» **What the task asks**
Read the data and repeat all of it exactly.

» **Dataset content**
╔══
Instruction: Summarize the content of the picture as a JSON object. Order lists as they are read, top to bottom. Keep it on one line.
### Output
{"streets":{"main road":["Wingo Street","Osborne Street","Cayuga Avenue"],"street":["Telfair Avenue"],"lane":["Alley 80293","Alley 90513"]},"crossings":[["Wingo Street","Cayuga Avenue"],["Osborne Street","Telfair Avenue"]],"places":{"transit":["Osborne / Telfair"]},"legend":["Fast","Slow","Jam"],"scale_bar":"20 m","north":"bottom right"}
╚══
» **Response**
Instruction: Summarize the content of the picture as a JSON object. Order lists as they are read, top to bottom. Keep it on one line.
### Output
{"streets":{"main road":["Wingo Street","Osborne Street","Cayuga Avenue"],"street":["Telfair Avenue"],"lane":["Alley 80293","Alley 90513"]},"crossings":[["Wingo Street","Cayuga Avenue"],["Osborne Street","Telfair Avenue"]],"places":{"transit":["Osborne / Telfair"]},"legend":["Fast","Slow","Jam"],"scale_bar":"20 m","north":"bottom right"}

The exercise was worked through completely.